Raushanlal tried everything after that. He fulfilled his vow to Pindi’s Pir Baba, consulted other saints and fakirs, even ignored well-meaning relatives’ advice and took Chamanlal to a doctor. But Chamanlal stayed mum, eyes wide and vacant, because that shoulder had hijacked his brain. Someone suggested holding the gauna—it might fix him. Maybe it would’ve. Pent-up desire can drive a man mad, and fulfilling it might’ve snapped him out of it. But his father-in-law shot the idea down cold. He was the bride’s dad, not her enemy—why toss her into a mess? He refused outright, even when he’d once been open to upping the dowry. Now, he wouldn’t budge, even if offered no dowry at all. Chamanlal, kicking his father’s dreams to the curb, clung to visions of Lilavati’s bare shoulder, while Raushanlal wept.

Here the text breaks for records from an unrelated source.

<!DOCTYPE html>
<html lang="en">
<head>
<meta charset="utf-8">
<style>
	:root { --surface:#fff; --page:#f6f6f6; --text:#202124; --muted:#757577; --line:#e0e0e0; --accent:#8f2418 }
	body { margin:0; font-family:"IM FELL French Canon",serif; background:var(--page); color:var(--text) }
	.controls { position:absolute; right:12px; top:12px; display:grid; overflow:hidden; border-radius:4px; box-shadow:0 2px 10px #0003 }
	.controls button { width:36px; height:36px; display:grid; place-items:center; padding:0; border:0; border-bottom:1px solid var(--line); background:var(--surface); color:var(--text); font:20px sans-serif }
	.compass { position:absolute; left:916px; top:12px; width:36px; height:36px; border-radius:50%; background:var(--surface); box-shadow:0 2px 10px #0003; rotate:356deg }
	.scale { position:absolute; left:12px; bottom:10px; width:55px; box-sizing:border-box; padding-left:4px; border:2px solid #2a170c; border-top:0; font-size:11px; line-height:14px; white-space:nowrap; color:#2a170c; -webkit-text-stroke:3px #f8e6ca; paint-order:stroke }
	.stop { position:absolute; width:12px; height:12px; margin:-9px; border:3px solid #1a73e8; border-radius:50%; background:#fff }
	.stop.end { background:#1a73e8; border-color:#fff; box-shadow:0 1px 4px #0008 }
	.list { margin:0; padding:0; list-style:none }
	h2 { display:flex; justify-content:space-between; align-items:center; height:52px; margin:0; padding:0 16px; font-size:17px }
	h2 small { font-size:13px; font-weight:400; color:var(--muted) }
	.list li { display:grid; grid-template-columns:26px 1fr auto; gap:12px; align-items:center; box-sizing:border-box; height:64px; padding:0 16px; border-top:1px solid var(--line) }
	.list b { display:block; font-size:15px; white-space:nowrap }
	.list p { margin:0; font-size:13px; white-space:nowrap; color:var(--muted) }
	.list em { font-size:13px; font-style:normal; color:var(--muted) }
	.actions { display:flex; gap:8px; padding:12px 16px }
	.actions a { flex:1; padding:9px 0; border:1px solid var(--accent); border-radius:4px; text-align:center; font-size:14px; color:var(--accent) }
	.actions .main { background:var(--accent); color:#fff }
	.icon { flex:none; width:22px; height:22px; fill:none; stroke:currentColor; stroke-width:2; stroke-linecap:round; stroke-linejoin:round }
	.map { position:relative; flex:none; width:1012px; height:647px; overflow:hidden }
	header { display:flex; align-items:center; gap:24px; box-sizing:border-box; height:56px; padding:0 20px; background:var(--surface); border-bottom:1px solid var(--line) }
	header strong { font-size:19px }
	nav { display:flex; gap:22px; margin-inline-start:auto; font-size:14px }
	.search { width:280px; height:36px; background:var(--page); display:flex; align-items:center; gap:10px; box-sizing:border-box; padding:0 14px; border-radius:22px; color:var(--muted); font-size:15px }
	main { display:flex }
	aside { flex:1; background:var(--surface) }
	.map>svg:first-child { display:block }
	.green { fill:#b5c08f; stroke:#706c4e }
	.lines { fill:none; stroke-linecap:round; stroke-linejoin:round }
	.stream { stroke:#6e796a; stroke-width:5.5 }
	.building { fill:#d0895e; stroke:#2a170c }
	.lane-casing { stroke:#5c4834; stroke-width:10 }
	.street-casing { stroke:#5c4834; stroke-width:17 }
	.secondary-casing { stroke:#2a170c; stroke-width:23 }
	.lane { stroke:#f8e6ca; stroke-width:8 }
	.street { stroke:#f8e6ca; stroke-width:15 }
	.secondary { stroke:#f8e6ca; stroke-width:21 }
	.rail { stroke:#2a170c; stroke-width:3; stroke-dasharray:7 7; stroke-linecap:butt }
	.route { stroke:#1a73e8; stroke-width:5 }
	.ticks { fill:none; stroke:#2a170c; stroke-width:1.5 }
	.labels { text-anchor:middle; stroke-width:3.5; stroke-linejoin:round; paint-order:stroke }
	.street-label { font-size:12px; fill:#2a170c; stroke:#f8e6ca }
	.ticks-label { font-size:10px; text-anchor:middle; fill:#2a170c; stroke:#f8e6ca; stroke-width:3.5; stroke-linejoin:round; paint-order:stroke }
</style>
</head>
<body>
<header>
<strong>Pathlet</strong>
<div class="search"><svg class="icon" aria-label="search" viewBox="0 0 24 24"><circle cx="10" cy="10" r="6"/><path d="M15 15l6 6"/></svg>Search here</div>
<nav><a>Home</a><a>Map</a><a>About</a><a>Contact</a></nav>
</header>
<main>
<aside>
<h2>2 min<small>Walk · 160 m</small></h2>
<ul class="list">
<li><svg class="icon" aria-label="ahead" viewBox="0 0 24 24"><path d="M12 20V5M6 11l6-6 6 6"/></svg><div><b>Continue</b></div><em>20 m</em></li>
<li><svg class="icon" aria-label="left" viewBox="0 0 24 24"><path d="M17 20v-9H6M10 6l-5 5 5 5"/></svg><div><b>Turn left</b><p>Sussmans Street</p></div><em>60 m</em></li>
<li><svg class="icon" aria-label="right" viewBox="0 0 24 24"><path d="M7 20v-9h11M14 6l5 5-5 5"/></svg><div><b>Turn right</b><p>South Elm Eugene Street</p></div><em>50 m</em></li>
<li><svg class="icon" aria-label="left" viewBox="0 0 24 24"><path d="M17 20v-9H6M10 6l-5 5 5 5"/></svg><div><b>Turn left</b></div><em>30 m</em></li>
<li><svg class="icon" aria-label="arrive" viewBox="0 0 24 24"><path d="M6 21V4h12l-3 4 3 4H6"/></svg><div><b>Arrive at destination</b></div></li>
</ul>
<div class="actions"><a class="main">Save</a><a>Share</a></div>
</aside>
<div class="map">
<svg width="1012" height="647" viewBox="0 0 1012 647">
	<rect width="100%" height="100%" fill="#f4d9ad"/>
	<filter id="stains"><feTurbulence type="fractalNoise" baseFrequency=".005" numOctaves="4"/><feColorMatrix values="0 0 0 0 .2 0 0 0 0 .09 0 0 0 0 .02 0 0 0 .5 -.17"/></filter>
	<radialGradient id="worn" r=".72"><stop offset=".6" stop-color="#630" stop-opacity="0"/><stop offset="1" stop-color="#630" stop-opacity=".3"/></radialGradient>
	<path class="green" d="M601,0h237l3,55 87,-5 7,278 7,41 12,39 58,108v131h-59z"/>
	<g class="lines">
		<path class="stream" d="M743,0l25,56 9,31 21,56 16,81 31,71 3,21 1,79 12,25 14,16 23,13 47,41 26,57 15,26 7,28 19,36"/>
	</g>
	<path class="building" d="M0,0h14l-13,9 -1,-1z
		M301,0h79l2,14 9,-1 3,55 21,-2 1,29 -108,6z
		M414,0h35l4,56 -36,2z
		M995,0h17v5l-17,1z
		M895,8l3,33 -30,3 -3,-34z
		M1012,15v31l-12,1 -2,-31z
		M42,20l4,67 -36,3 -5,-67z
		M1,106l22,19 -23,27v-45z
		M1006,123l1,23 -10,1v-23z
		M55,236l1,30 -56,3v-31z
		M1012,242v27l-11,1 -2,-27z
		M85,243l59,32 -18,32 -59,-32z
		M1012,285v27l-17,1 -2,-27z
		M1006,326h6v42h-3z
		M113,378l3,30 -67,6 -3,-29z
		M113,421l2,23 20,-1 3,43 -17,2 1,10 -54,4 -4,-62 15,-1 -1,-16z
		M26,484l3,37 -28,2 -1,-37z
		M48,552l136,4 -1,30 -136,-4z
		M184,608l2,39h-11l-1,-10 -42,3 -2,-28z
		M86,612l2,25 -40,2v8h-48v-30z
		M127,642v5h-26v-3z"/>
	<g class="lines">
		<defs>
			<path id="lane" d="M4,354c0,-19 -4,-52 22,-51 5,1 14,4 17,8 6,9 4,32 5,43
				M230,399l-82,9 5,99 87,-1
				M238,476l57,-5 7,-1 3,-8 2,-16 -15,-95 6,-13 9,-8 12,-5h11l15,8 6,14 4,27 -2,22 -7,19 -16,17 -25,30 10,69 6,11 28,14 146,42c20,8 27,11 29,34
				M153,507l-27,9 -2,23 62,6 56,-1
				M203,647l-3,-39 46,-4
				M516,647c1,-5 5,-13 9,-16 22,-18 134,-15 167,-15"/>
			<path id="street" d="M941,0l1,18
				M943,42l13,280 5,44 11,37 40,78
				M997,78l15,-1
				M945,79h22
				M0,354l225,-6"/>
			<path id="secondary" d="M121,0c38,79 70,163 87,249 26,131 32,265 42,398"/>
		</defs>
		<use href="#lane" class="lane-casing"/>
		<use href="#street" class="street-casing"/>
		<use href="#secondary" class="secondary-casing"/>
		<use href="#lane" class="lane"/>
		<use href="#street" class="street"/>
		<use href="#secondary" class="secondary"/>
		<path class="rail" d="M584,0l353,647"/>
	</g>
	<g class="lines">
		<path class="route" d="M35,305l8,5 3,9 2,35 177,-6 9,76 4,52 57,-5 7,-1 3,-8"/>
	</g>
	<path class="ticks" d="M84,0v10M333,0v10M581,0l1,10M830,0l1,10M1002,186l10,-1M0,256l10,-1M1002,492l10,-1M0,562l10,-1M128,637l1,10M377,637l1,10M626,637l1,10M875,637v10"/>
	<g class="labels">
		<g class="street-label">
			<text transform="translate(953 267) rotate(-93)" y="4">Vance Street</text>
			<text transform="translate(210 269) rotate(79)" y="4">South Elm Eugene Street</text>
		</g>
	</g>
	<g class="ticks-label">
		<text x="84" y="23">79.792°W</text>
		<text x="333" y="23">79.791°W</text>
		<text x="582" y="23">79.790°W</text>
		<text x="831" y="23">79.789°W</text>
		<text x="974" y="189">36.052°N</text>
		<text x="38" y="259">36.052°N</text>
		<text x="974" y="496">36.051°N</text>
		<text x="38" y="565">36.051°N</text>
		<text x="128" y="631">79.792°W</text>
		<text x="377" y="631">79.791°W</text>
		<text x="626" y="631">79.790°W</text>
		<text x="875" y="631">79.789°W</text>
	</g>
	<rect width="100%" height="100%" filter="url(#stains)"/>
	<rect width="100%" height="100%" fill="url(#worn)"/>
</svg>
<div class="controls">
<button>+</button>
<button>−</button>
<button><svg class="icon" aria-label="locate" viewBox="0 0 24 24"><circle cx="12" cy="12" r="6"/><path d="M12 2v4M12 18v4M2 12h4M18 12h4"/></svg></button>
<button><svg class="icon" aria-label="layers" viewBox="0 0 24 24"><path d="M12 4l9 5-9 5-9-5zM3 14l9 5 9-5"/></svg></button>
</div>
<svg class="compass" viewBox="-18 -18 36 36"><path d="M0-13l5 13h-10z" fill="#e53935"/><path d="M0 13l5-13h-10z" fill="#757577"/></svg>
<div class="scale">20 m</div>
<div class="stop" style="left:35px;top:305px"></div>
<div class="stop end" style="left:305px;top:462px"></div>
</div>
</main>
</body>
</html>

Meanwhile, Lilavati, the unwitting cause of this fine young man’s unraveling, had no clue about any of it. She hadn’t spotted Chamanlal on the roof that day, nor did she think twice about her bare shoulder. Fair enough—guys might tremble at brushing a girl’s fingers; maybe girls feel the same about a man’s touch. But your own shoulder? It’s no big deal, and Lilavati forgot it like the trivial thing it was. Soon after, her Daraspur uncle fixed her match with Nihalchand, the eldest son of Gopichand from the same town. Nihalchand had just won a kerosene license and needed cash for a new shop, which Bhagmal happily supplied. Lilavati, content in her parental home, dreamed of her future as a bride, oblivious that someone nearby was dreaming—not of her, forgive me, but of her bare shoulder.

Then one day, Chamanlal fell to his death from the very parapet where he’d been snapping twigs and glimpsing that fateful shoulder. Call it a storybook twist or sheer coincidence, but as Chamanlal slipped while staring at Bhagmal’s roof, crashing to his end, Lilavati’s wedding procession was circling the fire at that very moment.